** WHAT YOU NEED TO DO **
Below are records; copy every line in them that holds the word "lists".

** RECORDED DATA **
--
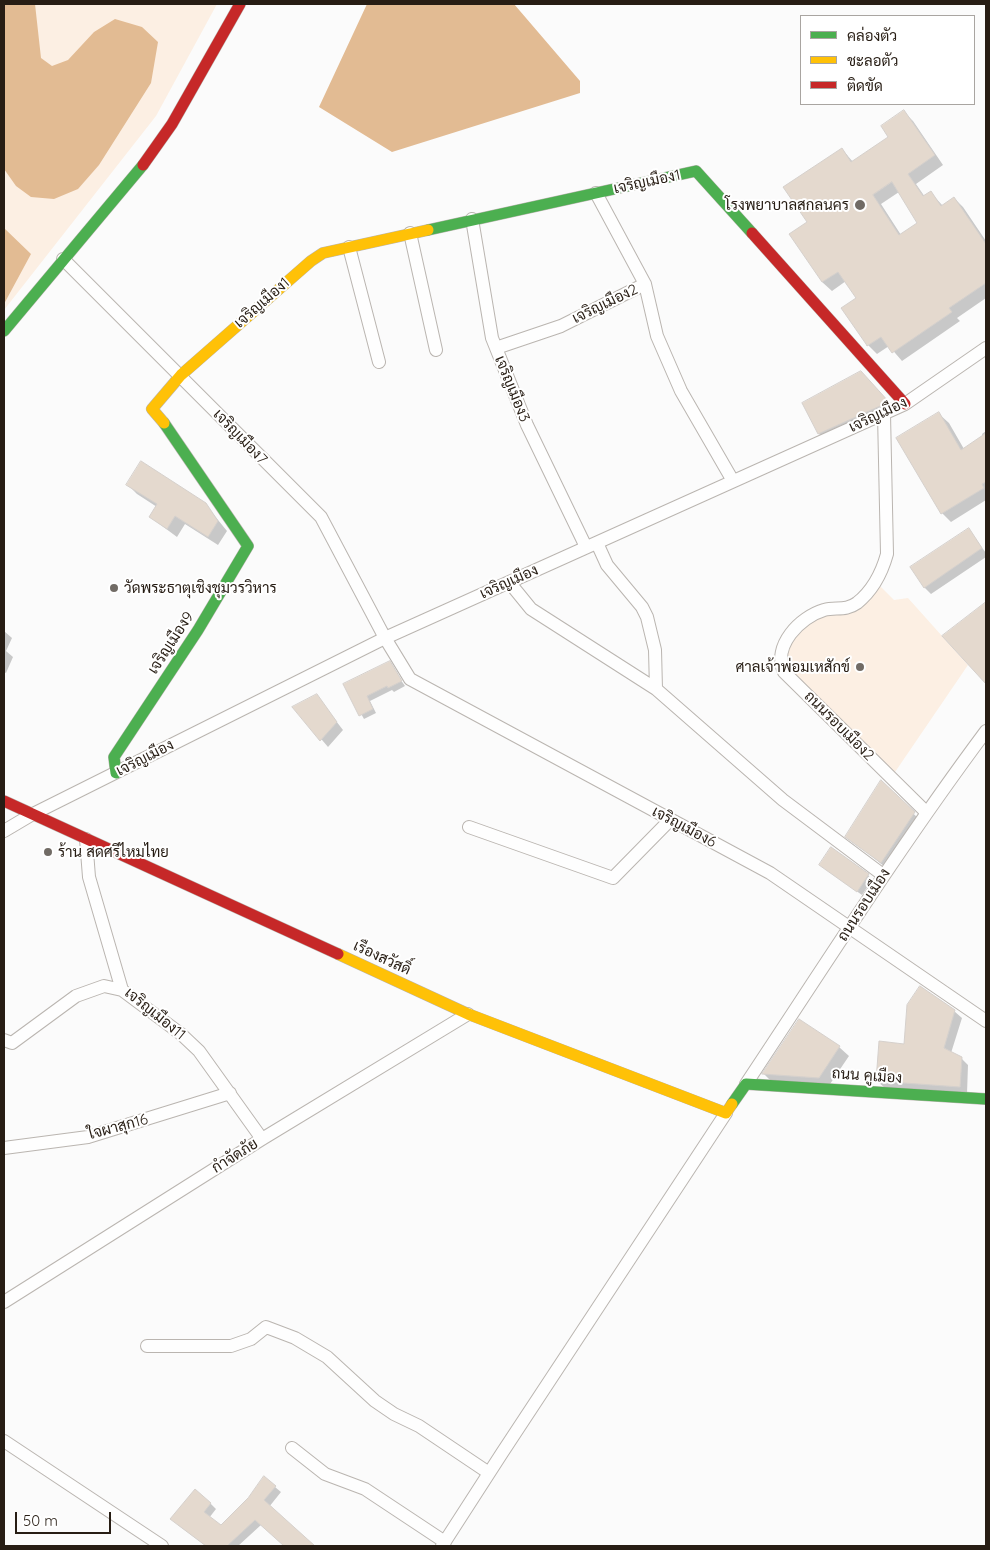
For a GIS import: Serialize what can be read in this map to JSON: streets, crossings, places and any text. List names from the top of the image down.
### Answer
{
  "streets": {
    "street": [
      "เจริญเมือง1",
      "เจริญเมือง2",
      "เจริญเมือง3",
      "เจริญเมือง",
      "เจริญเมือง7",
      "เจริญเมือง9",
      "ถนนรอบเมือง2",
      "เจริญเมือง6",
      "ถนนรอบเมือง",
      "เรืองสวัสดิ์",
      "เจริญเมือง11",
      "ถนน คูเมือง",
      "ใจผาสุก16",
      "กำจัดภัย"
    ]
  },
  "crossings": [
    ["เจริญเมือง1", "เจริญเมือง2"],
    ["เจริญเมือง1", "เจริญเมือง3"],
    ["เจริญเมือง1", "เจริญเมือง"],
    ["เจริญเมือง1", "เจริญเมือง7"],
    ["เจริญเมือง1", "เจริญเมือง9"],
    ["เจริญเมือง2", "เจริญเมือง3"],
    ["เจริญเมือง3", "เจริญเมือง"],
    ["เจริญเมือง", "เจริญเมือง7"],
    ["เจริญเมือง", "เจริญเมือง9"],
    ["เจริญเมือง", "ถนนรอบเมือง2"],
    ["เจริญเมือง", "เจริญเมือง6"],
    ["เจริญเมือง", "เรืองสวัสดิ์"],
    ["เจริญเมือง7", "เจริญเมือง6"],
    ["ถนนรอบเมือง2", "ถนนรอบเมือง"],
    ["เจริญเมือง6", "ถนนรอบเมือง"],
    ["ถนนรอบเมือง", "ถนน คูเมือง"],
    ["เรืองสวัสดิ์", "เจริญเมือง11"],
    ["เรืองสวัสดิ์", "กำจัดภัย"],
    ["เจริญเมือง11", "ใจผาสุก16"],
    ["เจริญเมือง11", "กำจัดภัย"]
  ],
  "places": [
    "โรงพยาบาลสกลนคร",
    "วัดพระธาตุเชิงชุมวรวิหาร",
    "ศาลเจ้าพ่อมเหสักข์",
    "ร้าน สดศรีไหมไทย"
  ],
  "legend": ["คล่องตัว", "ชะลอตัว", "ติดขัด"],
  "scale_bar": "50 m"
}
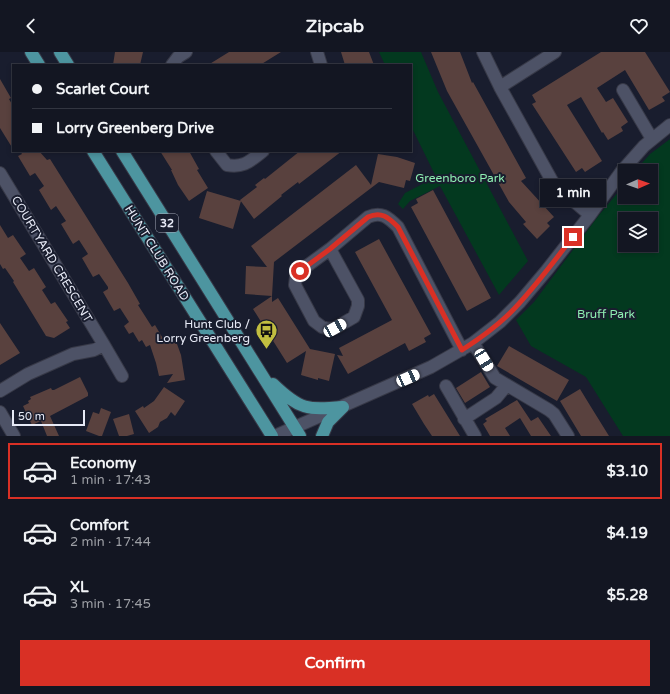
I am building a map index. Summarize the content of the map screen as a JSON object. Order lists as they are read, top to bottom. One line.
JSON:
{"streets":{"main road":["32","HUNT CLUB ROAD"],"street":["COURTYARD CRESCENT"]},"parks":["Greenboro Park","Bruff Park"],"places":{"bus stop":["Hunt Club / Lorry Greenberg"]},"scale_bar":"50 m","north":"right","page":{"header":"Zipcab","banner":["Scarlet Court","Lorry Greenberg Drive"],"bubble":"1 min","scale":"50 m","list":[{"name":"Economy","note":"1 min · 17:43","value":"$3.10"},{"name":"Comfort","note":"2 min · 17:44","value":"$4.19"},{"name":"XL","note":"3 min · 17:45","value":"$5.28"}],"buttons":"Confirm"}}
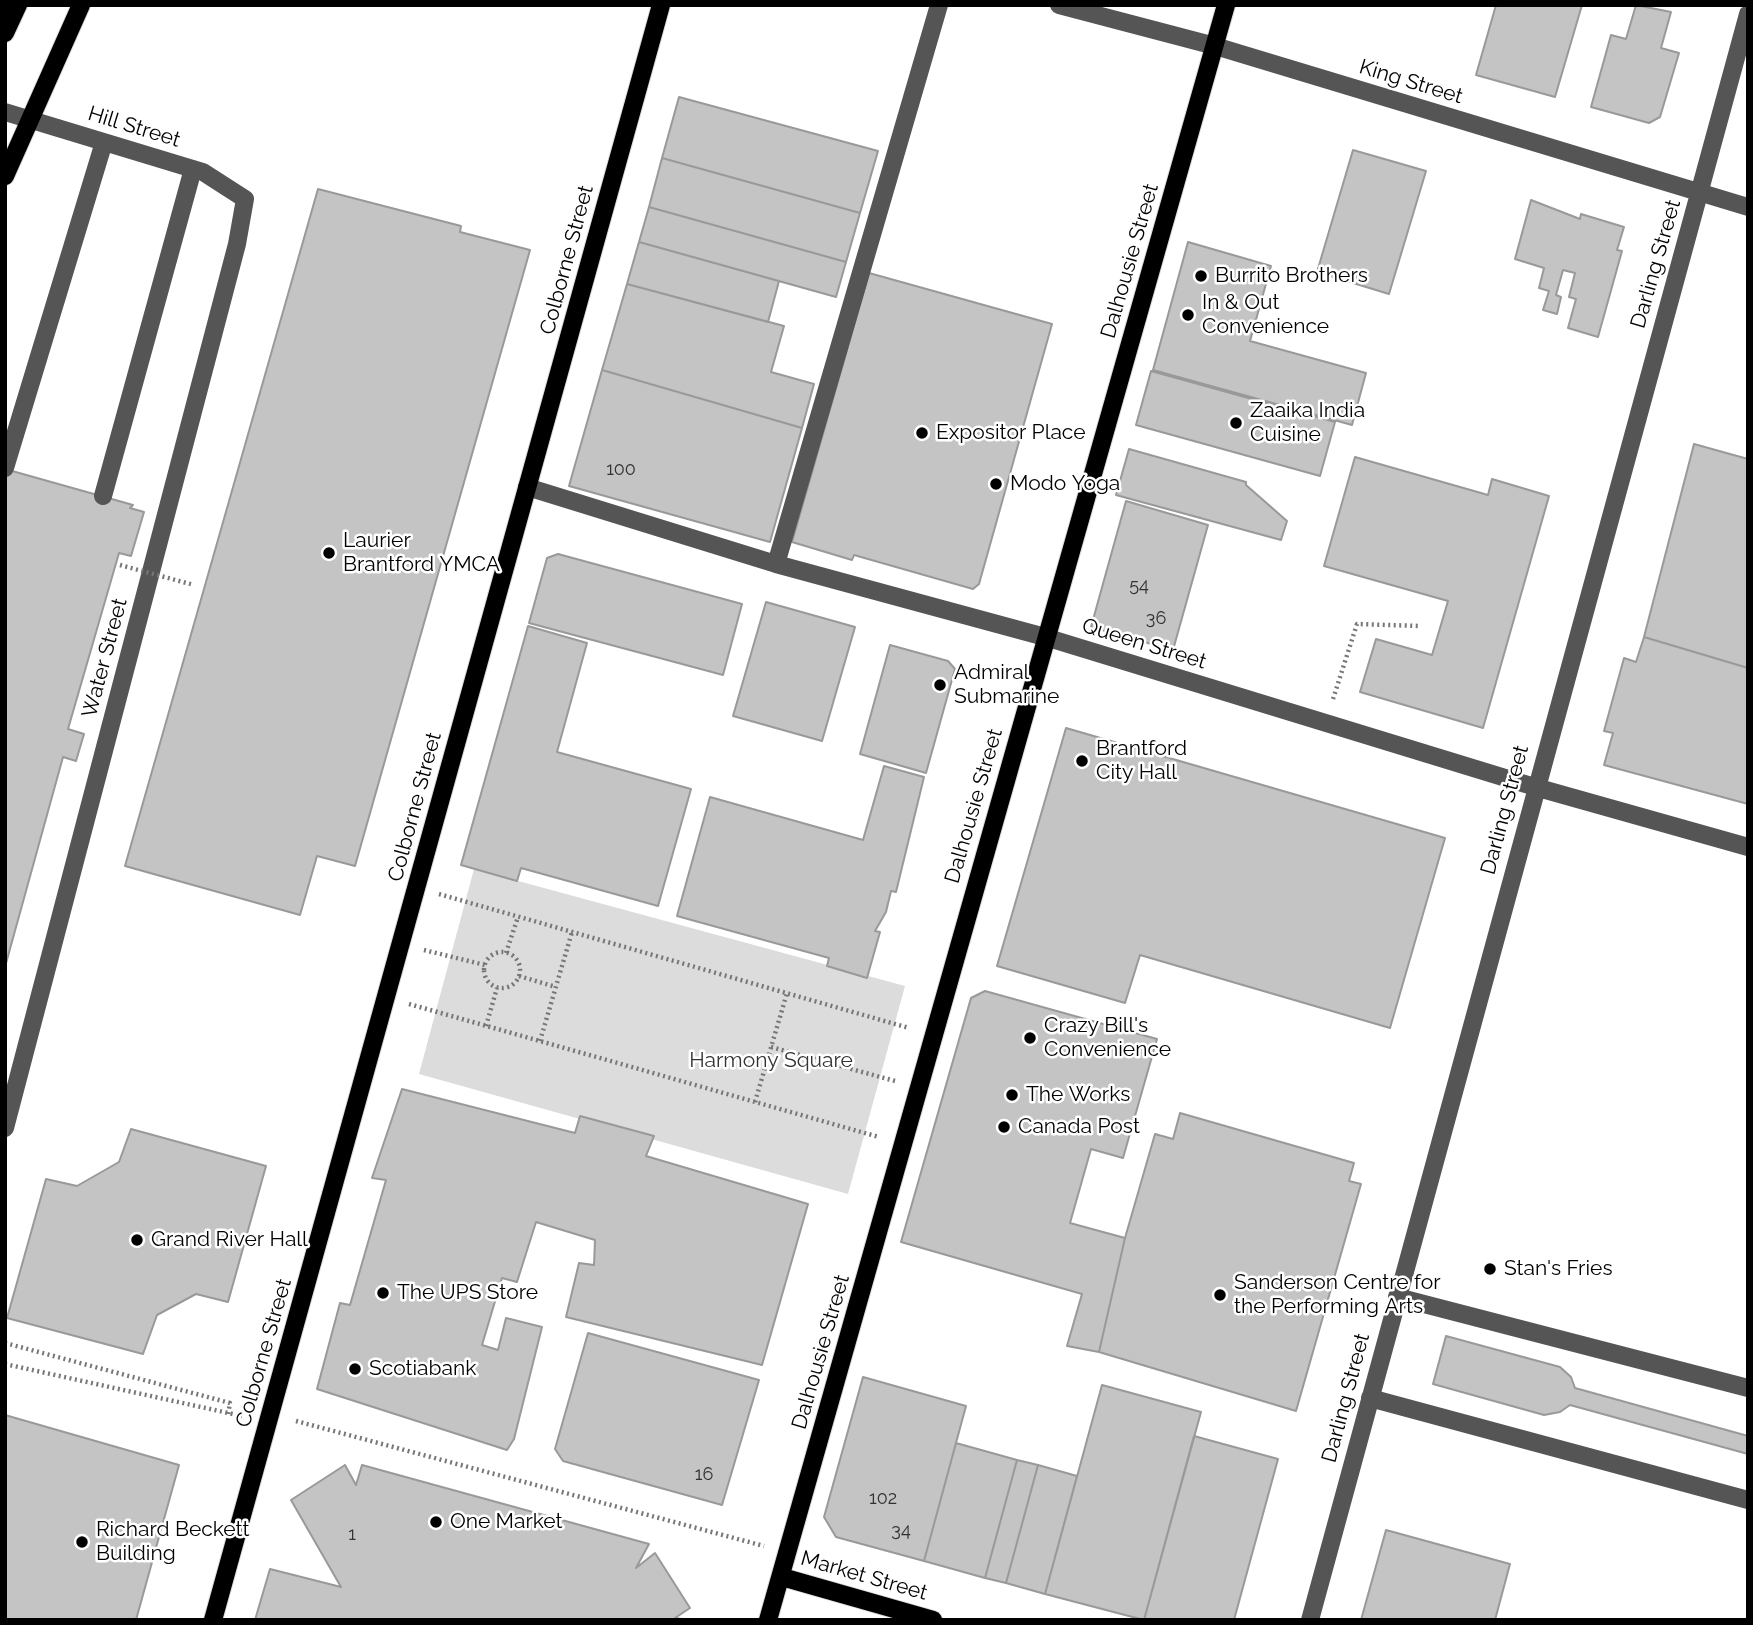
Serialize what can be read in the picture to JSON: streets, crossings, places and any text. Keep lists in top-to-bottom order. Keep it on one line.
{"streets":{"main road":["Colborne Street","Dalhousie Street","Market Street"],"street":["King Street","Hill Street","Darling Street","Queen Street","Water Street"]},"crossings":[["King Street","Dalhousie Street"],["King Street","Darling Street"],["Hill Street","Water Street"],["Colborne Street","Queen Street"],["Dalhousie Street","Queen Street"],["Dalhousie Street","Market Street"],["Darling Street","Queen Street"]],"parks":["Harmony Square"],"places":["Burrito Brothers","In & Out Convenience","Zaaika India Cuisine","Expositor Place","Modo Yoga","Laurier Brantford YMCA","Admiral Submarine","Brantford City Hall","Crazy Bill's Convenience","The Works","Canada Post","Grand River Hall","Stan's Fries","The UPS Store","Sanderson Centre for the Performing Arts","Scotiabank","One Market","Richard Beckett Building"],"house_numbers":["100","54","36","16","102","34","1"]}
--
** SOLUTION TO THIS TASK **
I am building a map index. Summarize the content of the map screen as a JSON object. Order lists as they are read, top to bottom. One line.
Serialize what can be read in the picture to JSON: streets, crossings, places and any text. Keep lists in top-to-bottom order. Keep it on one line.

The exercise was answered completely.